As the re-assembly moves on, I’m giving some thought to painting the engine once it’s all back together. One issue is the extreme grime on the oil pan, along with a few other bits. I believe I’m going to gather up the external bits — oil pan, heads, valve covers, timing cover, maybe the exhaust manifolds — and take them to a car wash with a can or two of oven cleaner. I don’t have access to a parts washer or hot tank (which would destroy the timing cover anyway). The valve covers won’t need much since they’re chrome… I’m debating whether to leave them alone or paint them to match. I’ll probably leave them chromed.

Crankshaft back in

Last night I was back in the garage. I decided to check the main bearing clearance. The journals are smooth and measured exactly where they should be. I had never used Plastigauge before, but the concept is pretty basic. Sure enough, the Plastigauge shows about .00125 to just under .002 main bearing clearance.

I applied a generous amount of Lucas assembly lube, which is a thick green lube that looks like it would be pretty good around Halloween. I had to drive the pin out of the rear main bearing to accommodate the new rear main seal. I cleaned up the area with brake cleaner, then plugged the hole with a little silicone gasket compound.

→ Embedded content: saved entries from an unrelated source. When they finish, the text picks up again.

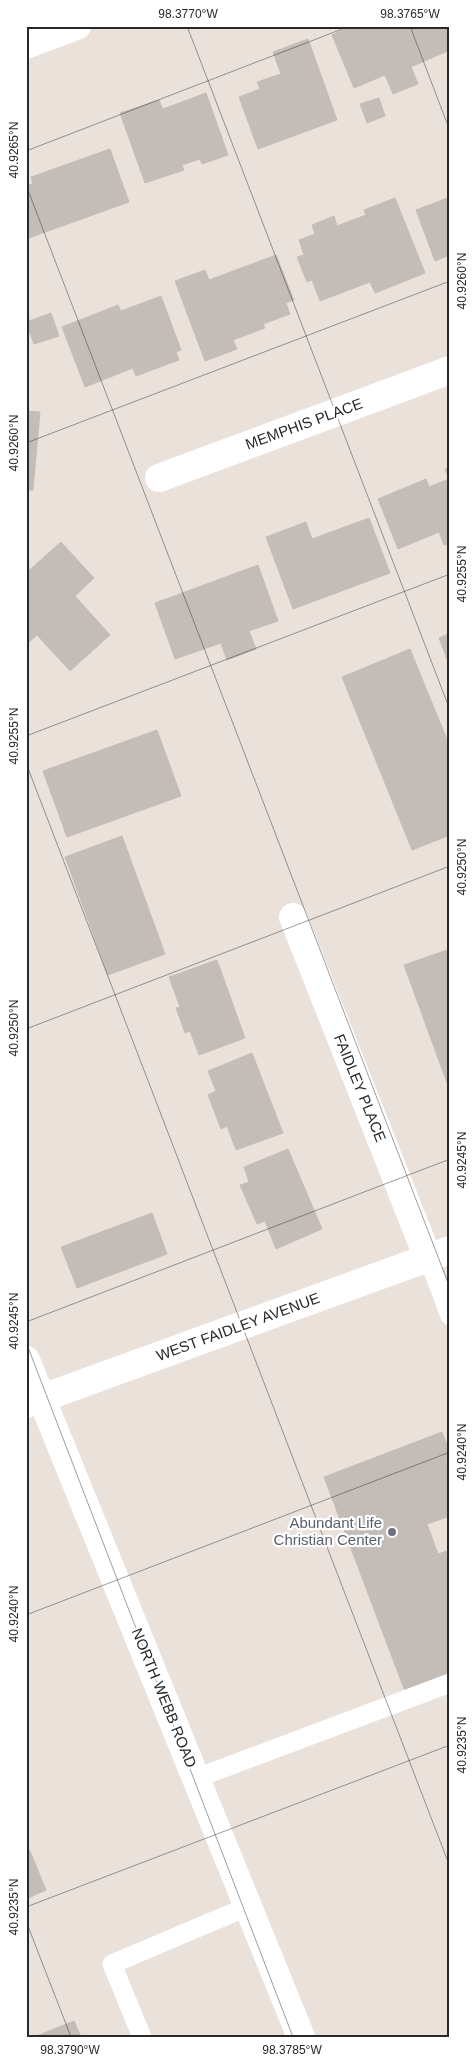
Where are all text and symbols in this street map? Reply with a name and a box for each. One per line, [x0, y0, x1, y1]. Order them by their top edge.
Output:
text: 98.3770°W [158, 7, 218, 21]
text: 98.3765°W [380, 7, 440, 21]
text: 40.9265°N [7, 122, 21, 178]
text: 40.9260°N [455, 253, 469, 309]
street label: MEMPHIS PLACE [243, 394, 365, 453]
text: 40.9260°N [7, 415, 21, 471]
text: 40.9255°N [455, 546, 469, 602]
text: 40.9255°N [7, 708, 21, 764]
text: 40.9250°N [455, 839, 469, 895]
text: 40.9250°N [7, 1000, 21, 1056]
street label: FAIDLEY PLACE [331, 1031, 390, 1144]
text: 40.9245°N [455, 1132, 469, 1188]
street label: WEST FAIDLEY AVENUE [154, 1289, 322, 1364]
text: 40.9245°N [7, 1293, 21, 1349]
text: 40.9240°N [455, 1424, 469, 1480]
place label: Abundant Life Christian Center [274, 1514, 382, 1548]
marker: Abundant Life Christian Center [386, 1526, 398, 1538]
text: 40.9240°N [7, 1586, 21, 1642]
street label: NORTH WEBB ROAD [129, 1626, 200, 1770]
text: 40.9235°N [455, 1717, 469, 1773]
text: 40.9235°N [7, 1879, 21, 1935]
text: 98.3790°W [40, 2043, 100, 2057]
text: 98.3785°W [262, 2043, 322, 2057]

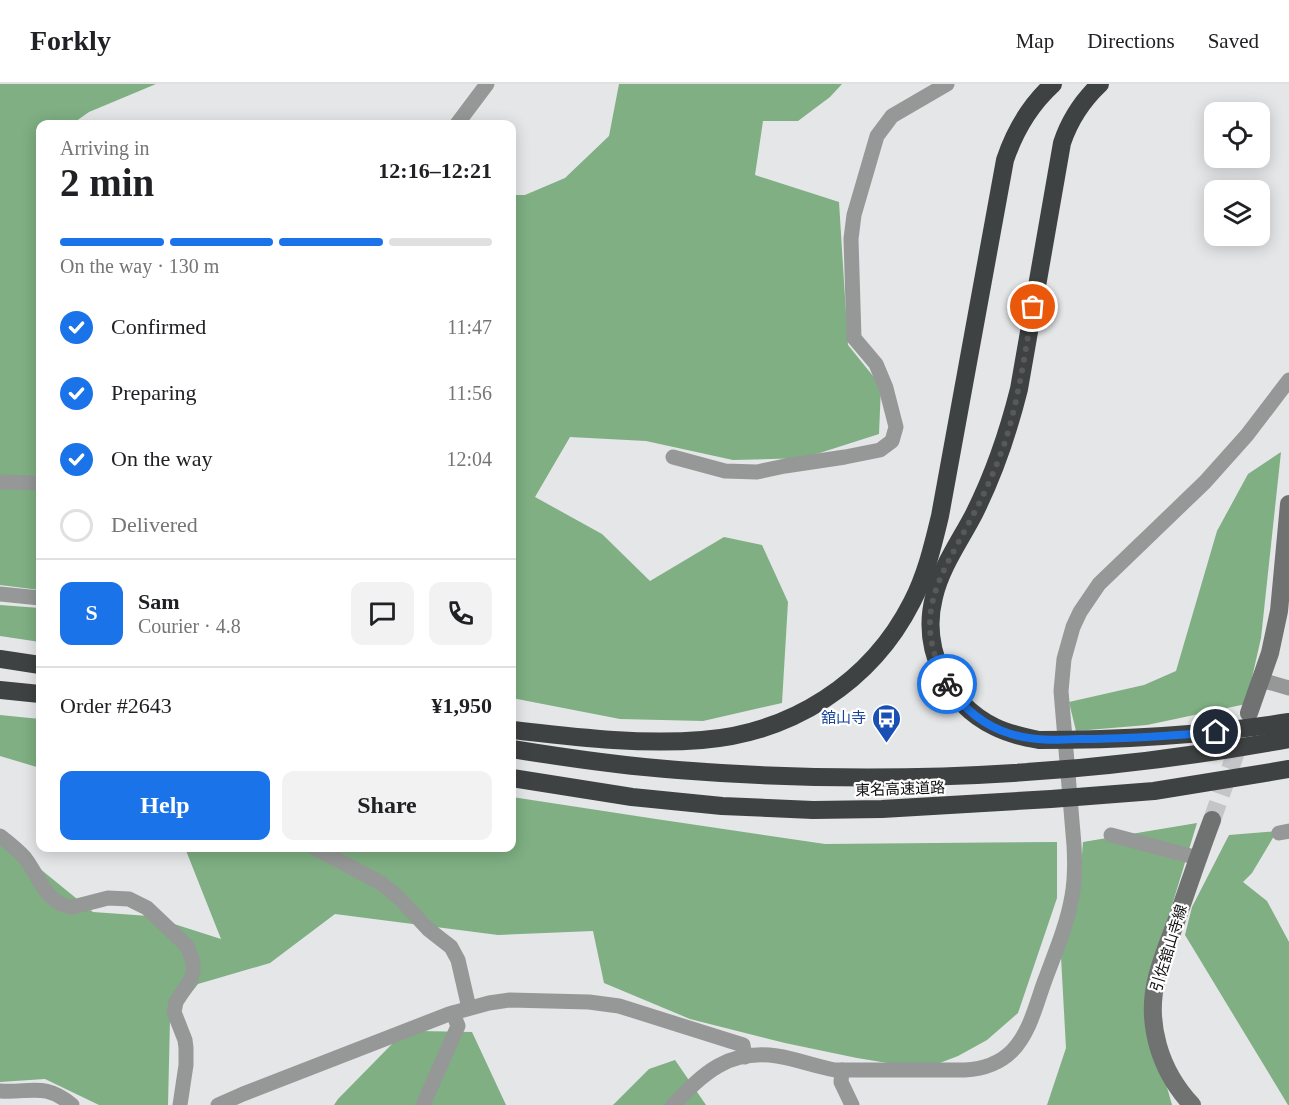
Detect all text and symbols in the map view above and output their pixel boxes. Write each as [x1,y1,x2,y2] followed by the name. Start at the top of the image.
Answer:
[30,25,111,56] text: Forkly
[1016,29,1054,53] text: Map
[1087,29,1175,53] text: Directions
[1208,29,1259,53] text: Saved
[1204,102,1270,246] map controls
[1204,102,1270,168] button: locate
[60,137,149,159] text: Arriving in
[378,158,492,183] text: 12:16–12:21
[60,161,154,204] text: 2 min
[1204,180,1270,246] button: layers
[60,255,219,277] text: On the way · 130 m
[1007,281,1058,332] pin
[1016,290,1049,323] icon: bag
[60,311,93,344] icon: check
[111,314,206,339] text: Confirmed
[447,316,492,338] text: 11:47
[60,377,93,410] icon: check
[111,380,197,405] text: Preparing
[447,382,492,404] text: 11:56
[60,443,93,476] icon: check
[111,446,212,471] text: On the way
[446,448,492,470] text: 12:04
[111,512,198,537] text: Delivered
[351,582,414,645] button: chat
[429,582,492,645] button: phone
[138,589,180,614] text: Sam
[85,600,98,625] text: S
[138,615,241,637] text: Courier · 4.8
[917,654,977,714] courier
[931,668,964,701] icon: bike
[60,693,172,718] text: Order #2643
[432,693,492,718] text: ¥1,950
[871,702,903,744] bus stop icon: 舘山寺
[1190,706,1241,757] pin
[821,710,866,726] place label: 舘山寺
[1199,715,1232,748] icon: home
[60,771,270,840] button: Help
[282,771,492,840] button: Share
[855,779,945,799] street label: 東名高速道路
[1148,903,1190,993] street label: 引佐舘山寺線

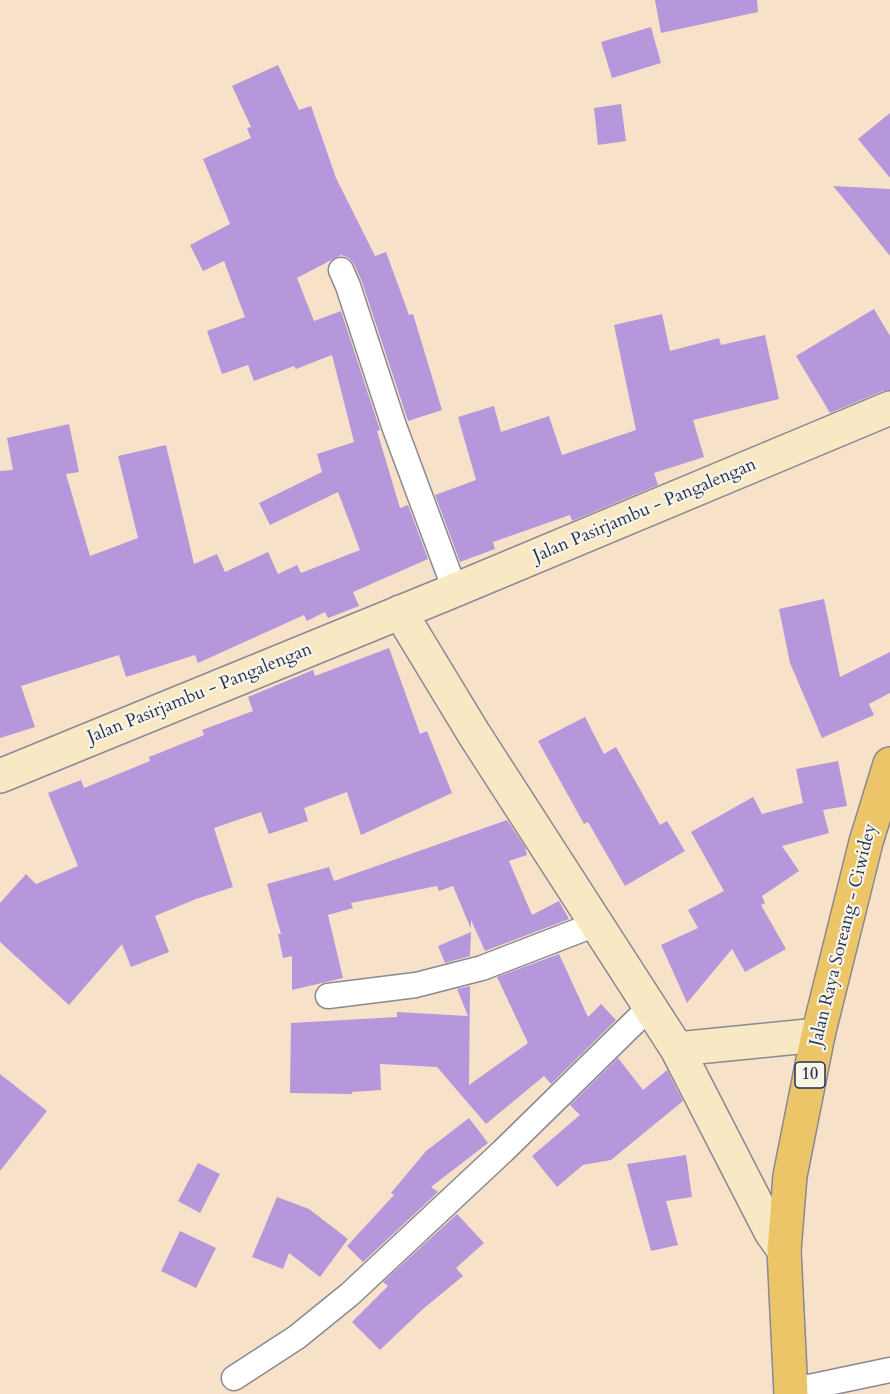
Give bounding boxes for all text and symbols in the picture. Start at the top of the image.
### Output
street label: Jalan Pasirjambu - Pangalengan [530,454,760,568]
street label: Jalan Pasirjambu - Pangalengan [85,639,315,749]
street label: Jalan Raya Soreang - Ciwidey [806,822,882,1048]
road number: 10 [795,1062,825,1088]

I installed the rear main seal and the main bearing caps, tightening them all down to 65 ft-lb.

The Moore rebuilding book says to use silicone on the mating faces of the block and rear main bearing cap. I’m generally not in favor of using silicone sealant anywhere in an engine or fuel system. I have some Permatex Aviation Form-A-Gasket that I considered using, but in the end I used the silicone gasket maker that I had bought for this project. I figured that the amount needed between the cap and block would be so small that it really didn’t matter much what I used, so I wiped on a thin film and tightened the bolts down. I’ll probably re-torque them tonight just to be on the safe side.

I ground the lumps out of the other head; in fact, it’s better than the first one so I’ll have to do a little more on that one. The carbide grinding burrs I bought do an outstanding job of removing iron from castings. I’ll clean them up with a flap wheel later on, but I’m not going to go for a complete polished exhaust port. This is a street engine, and just removing those big lumps of cast iron will do a lot for air flow.